Deutsche Welle
English Service News
29th September , 2001, 16:00 UTC
The U.N. Security Council has adopted unanimously a U.S. resolution
requiring all 189 UN member nations to freeze the finances of terror
suspects and deny them logistical bases.
The resolution binds all members immediately. Implementation will be
overseen by a special Security Council committee. Member nations are
also required to notify others immediately, if they learn of
terrorist plans, and to block terrorist recruitments. On Monday the
UN's General Assembly is due to hold a special debate. France's UN
ambassador David Levitte said the Council had made history in
passing what he called a very comprehensive package.
Afghanistan's ruling Taliban - and Pentagon sources - have denied a
report from the Gulf Arabic TV channel "al-Jazeera" that three U.S.
special soldiers had been arrested by Afghan security forces.
Al-Jazeera, based in Qatar, claimed that two Afghans, with American
passports and trained by U.S. special forces, were also caught. It
quoted what it called a military source of al-Qaeda, the network of
the Osama bin Laden, the USA's prime suspect for the attacks on New
York and the Pentagon of September the 11th. President George W.
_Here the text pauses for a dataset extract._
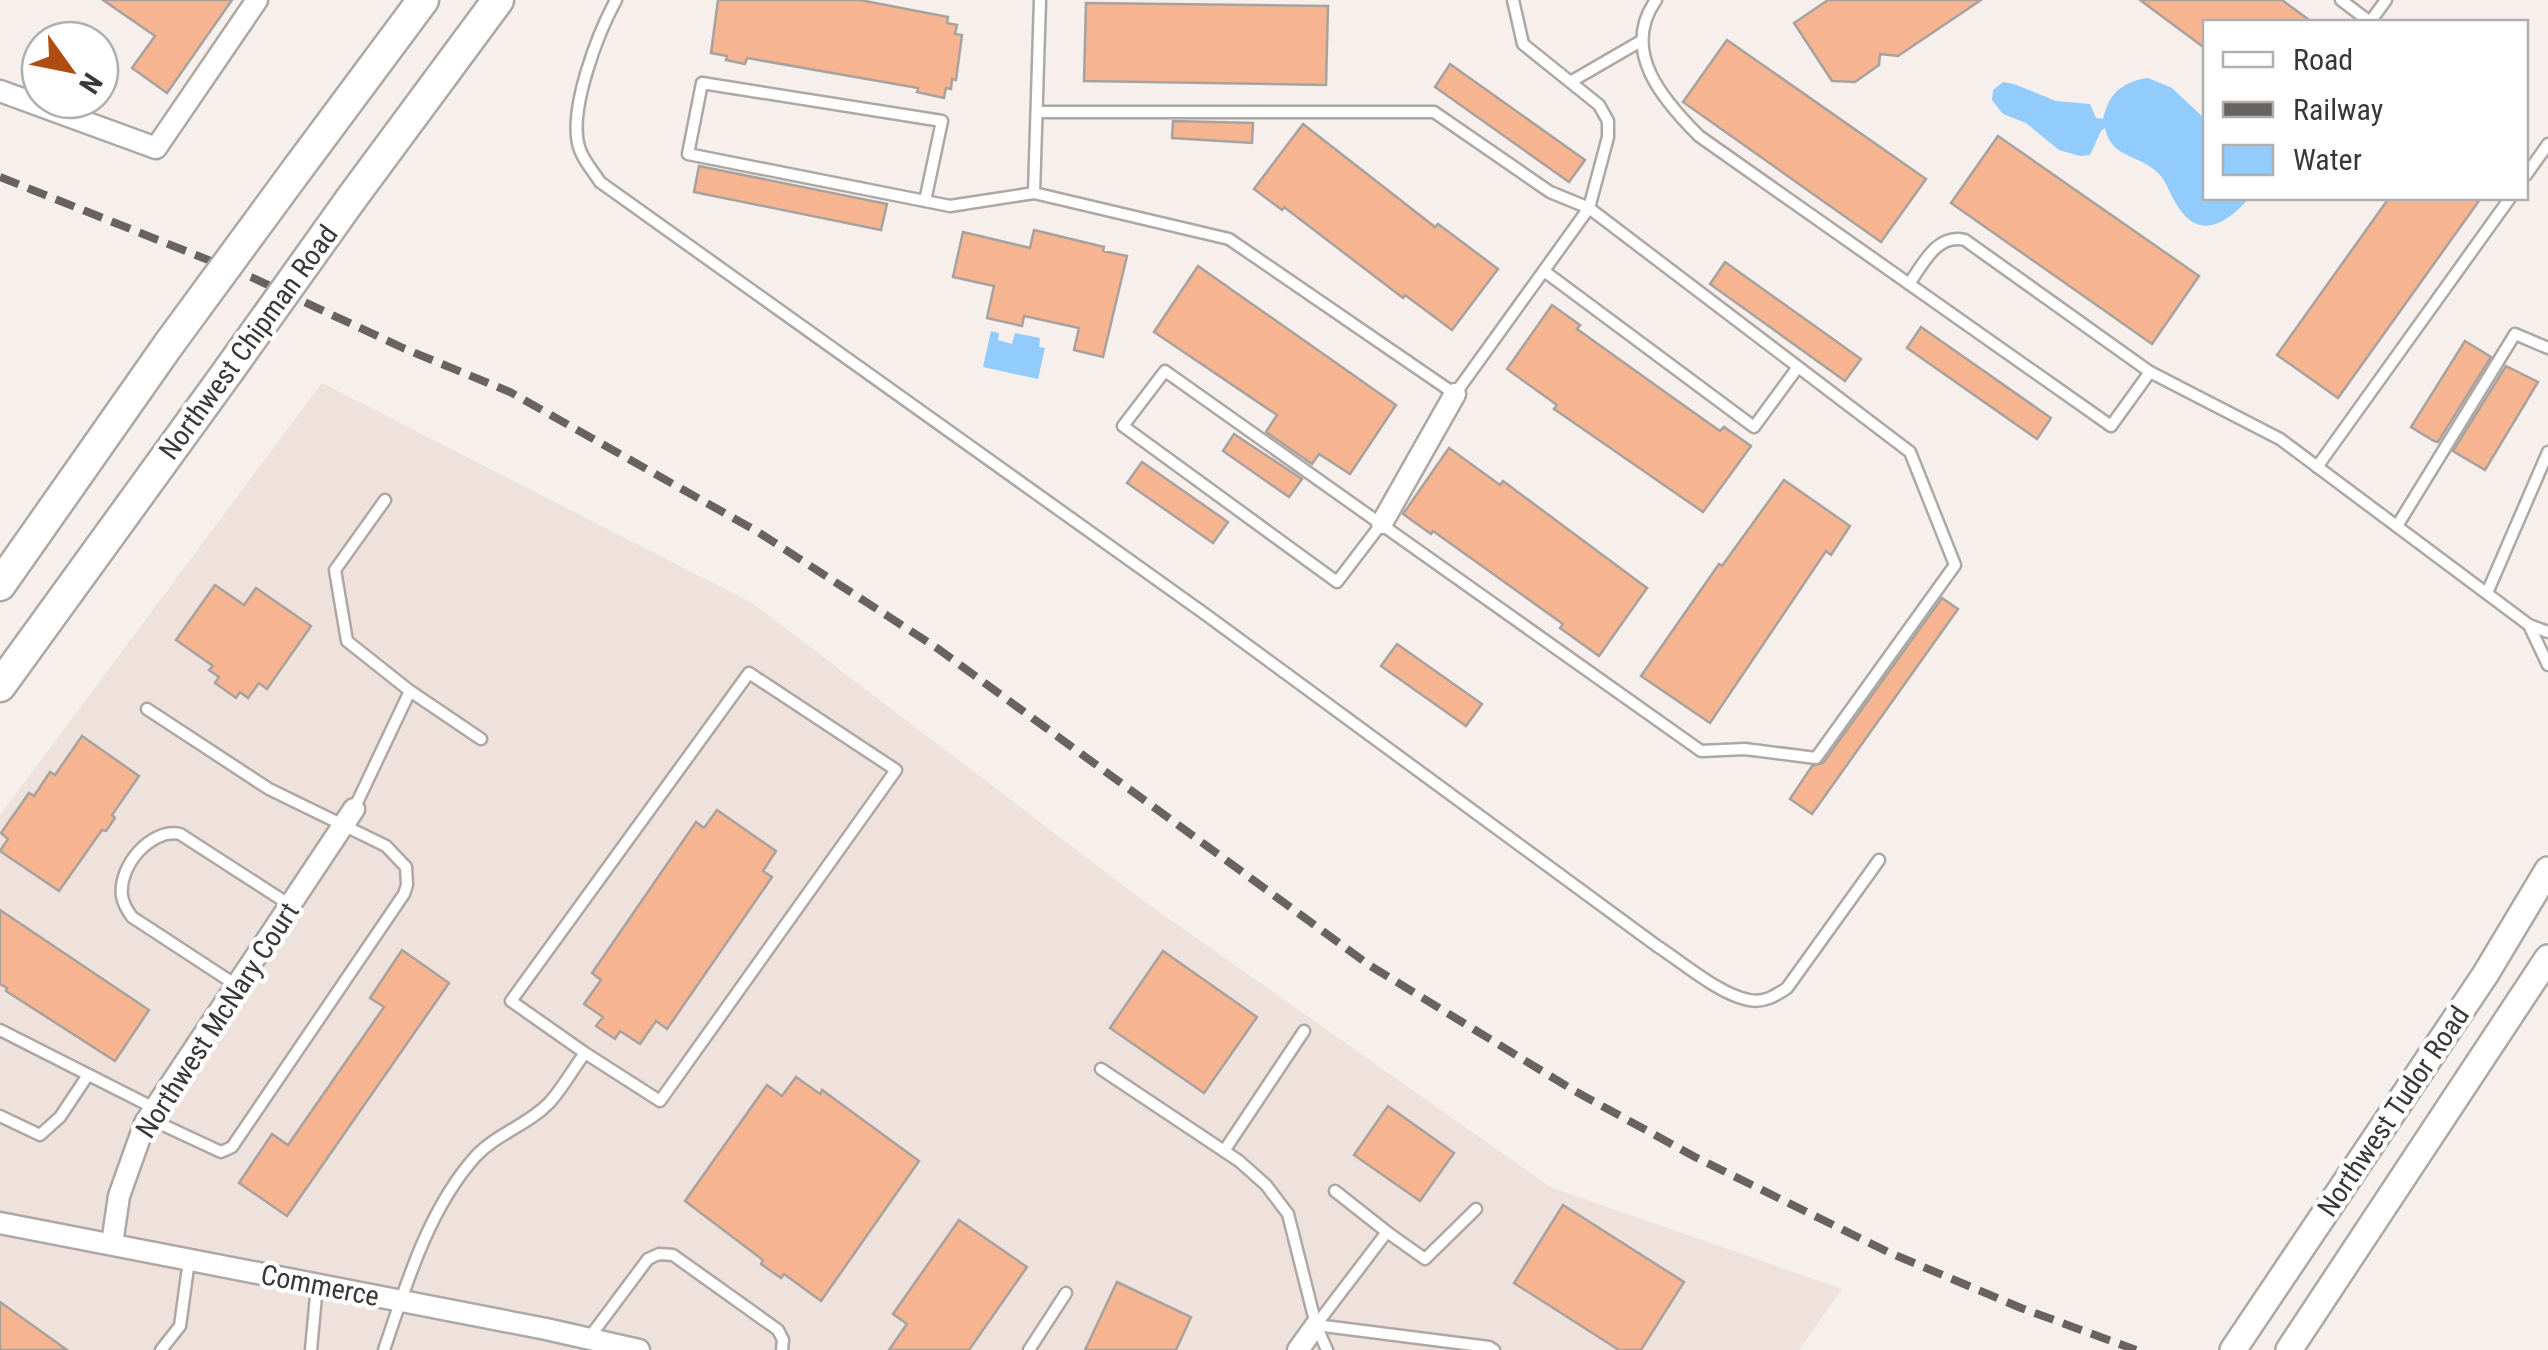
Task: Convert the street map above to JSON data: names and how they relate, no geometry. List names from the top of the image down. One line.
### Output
{"streets":{"main road":["Northwest Chipman Road"],"street":["Northwest McNary Court","Northwest Tudor Road","Commerce"]},"crossings":[["Northwest McNary Court","Commerce"]],"legend":["Road","Railway","Water"],"north":"bottom right"}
Bush, meanwhile, has granted Pakistan another 75-million dollars. Of
that, 50-million is for its crippled economy; the rest is for Afghan
refugees within Pakistan. Qatari officials say the Organisation of
Islamic Conference, comprising 56 nations, was likely to meet on
October the 9th, to consider possible U.S.-led military action.
German authorities have accused three Arab nationals arrested in
Wiesbaden on Thursday of planning attacks on locations in Germany,
allegedly as members of a terrorist group.
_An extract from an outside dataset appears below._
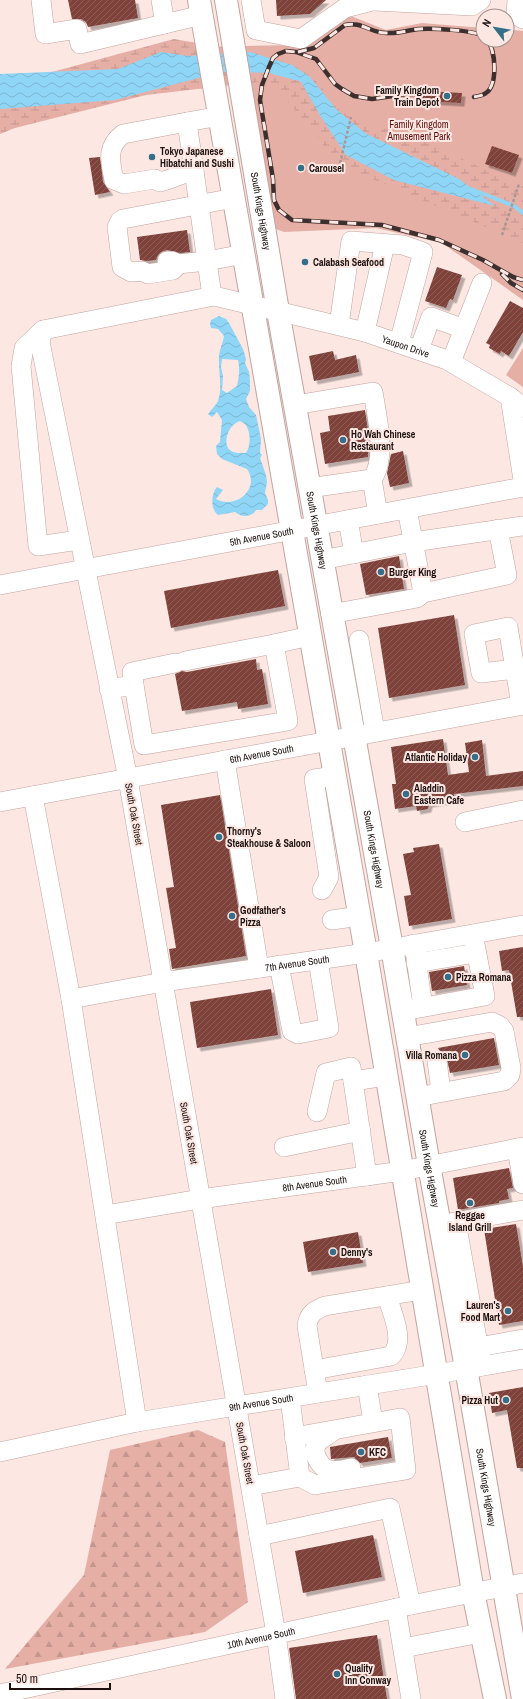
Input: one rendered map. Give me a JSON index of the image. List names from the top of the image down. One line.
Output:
{"streets":{"main road":["South Kings Highway"],"street":["Yaupon Drive","5th Avenue South","6th Avenue South","South Oak Street","7th Avenue South","8th Avenue South","9th Avenue South","10th Avenue South"]},"crossings":[["South Kings Highway","Yaupon Drive"],["South Kings Highway","5th Avenue South"],["South Kings Highway","6th Avenue South"],["South Kings Highway","7th Avenue South"],["South Kings Highway","8th Avenue South"],["South Kings Highway","9th Avenue South"],["South Kings Highway","10th Avenue South"],["5th Avenue South","South Oak Street"],["6th Avenue South","South Oak Street"],["South Oak Street","7th Avenue South"],["South Oak Street","8th Avenue South"],["South Oak Street","9th Avenue South"],["South Oak Street","10th Avenue South"]],"parks":["Family Kingdom Amusement Park"],"places":["Family Kingdom Train Depot","Tokyo Japanese Hibatchi and Sushi","Carousel","Calabash Seafood","Ho Wah Chinese Restaurant","Burger King","Atlantic Holiday","Aladdin Eastern Cafe","Thorny's Steakhouse & Saloon","Godfather's Pizza","Pizza Romana","Villa Romana","Reggae Island Grill","Denny's","Lauren's Food Mart","Pizza Hut","KFC","Quality Inn Conway"],"scale_bar":"50 m","north":"top left"}
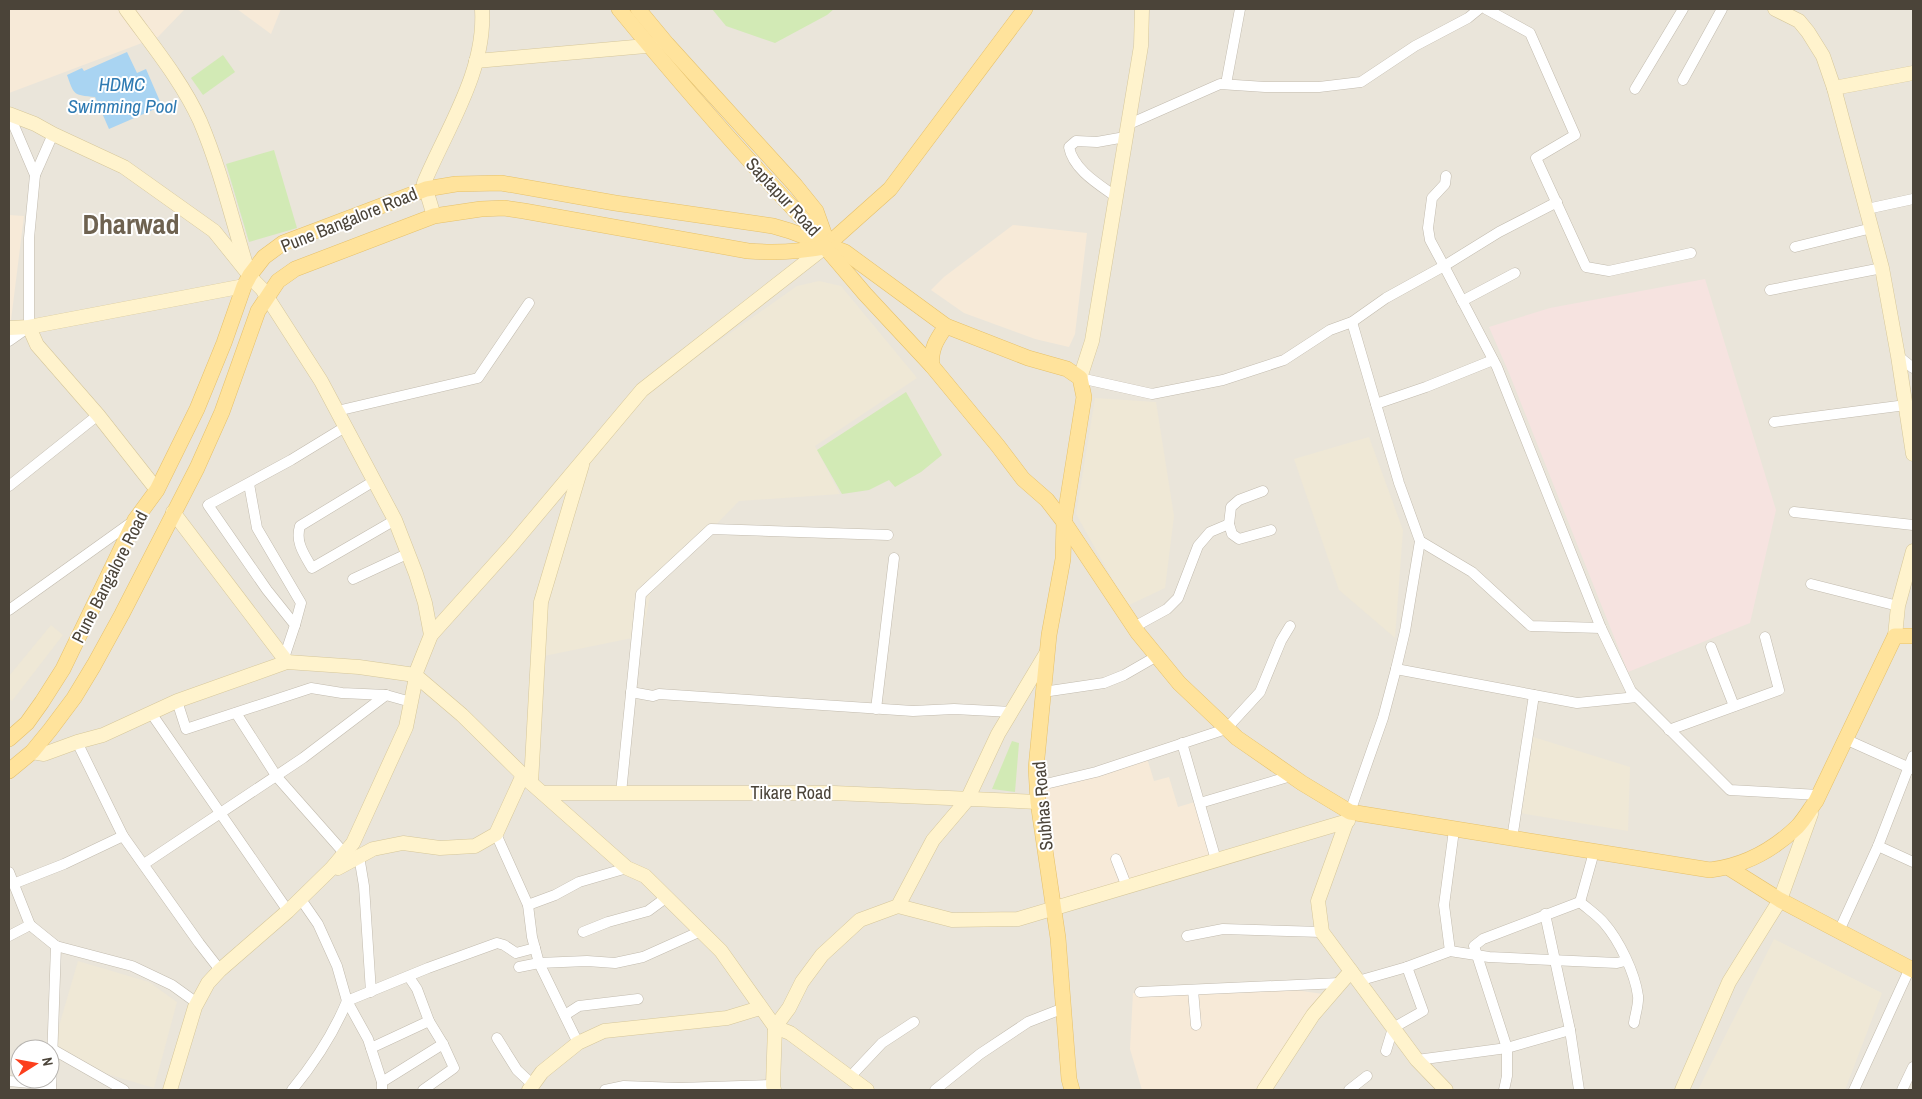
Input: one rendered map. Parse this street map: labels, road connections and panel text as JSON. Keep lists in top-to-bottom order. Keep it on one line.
{"streets":{"main road":["Saptapur Road","Pune Bangalore Road","Subhas Road"],"street":["Tikare Road"]},"crossings":[["Saptapur Road","Pune Bangalore Road"],["Tikare Road","Subhas Road"]],"districts":["Dharwad"],"water":["HDMC Swimming Pool"],"north":"right"}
One suspect is from Turkey, the other two from Yemen, according to
detectives who've handed the case to federal prosecutors. So far,
they said, there was no link to the attacks in the USA. In another
case, federal prosecutors are checking allegations that a group of
Arab suspects in Hamburg planned an attack of the British consulate.
From Monday, police in most German states plan to begin so-called
"grid" screening in which terror suspects' identifying features will
established by using data from public and private sources. Federal
Interior Minister Otto Schily wants the method used Europe-wide.
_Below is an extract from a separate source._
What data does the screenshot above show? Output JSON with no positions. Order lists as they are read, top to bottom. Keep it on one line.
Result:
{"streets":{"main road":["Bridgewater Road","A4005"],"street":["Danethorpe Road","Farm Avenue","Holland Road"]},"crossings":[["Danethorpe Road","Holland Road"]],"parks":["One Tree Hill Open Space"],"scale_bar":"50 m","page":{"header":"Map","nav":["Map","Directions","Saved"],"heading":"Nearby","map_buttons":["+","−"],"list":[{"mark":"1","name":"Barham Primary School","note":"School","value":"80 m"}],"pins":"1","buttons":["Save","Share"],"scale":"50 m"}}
One of Europe's larger airports, Orly near Paris, was evacuated on
Saturday after an anonymous bomb threat that grounded flights for
hours. Six thousand passengers left two boarding areas.
Orly's managers said searchers found nothing and flights resumed at
two in the afternoon, local time.
NATO Secretary-General George Robertson has called on the alliance's
19 member countries to raise their military budgets.
He told the German newspaper "Welt am Sonntag" that nil-growth
budgets were no answer to the terrible events of September the 11th.
Two more Palestinians were shot dead by Israeli troops on Saturday,
adding to six Palestinians killed on Friday, despite truce talks.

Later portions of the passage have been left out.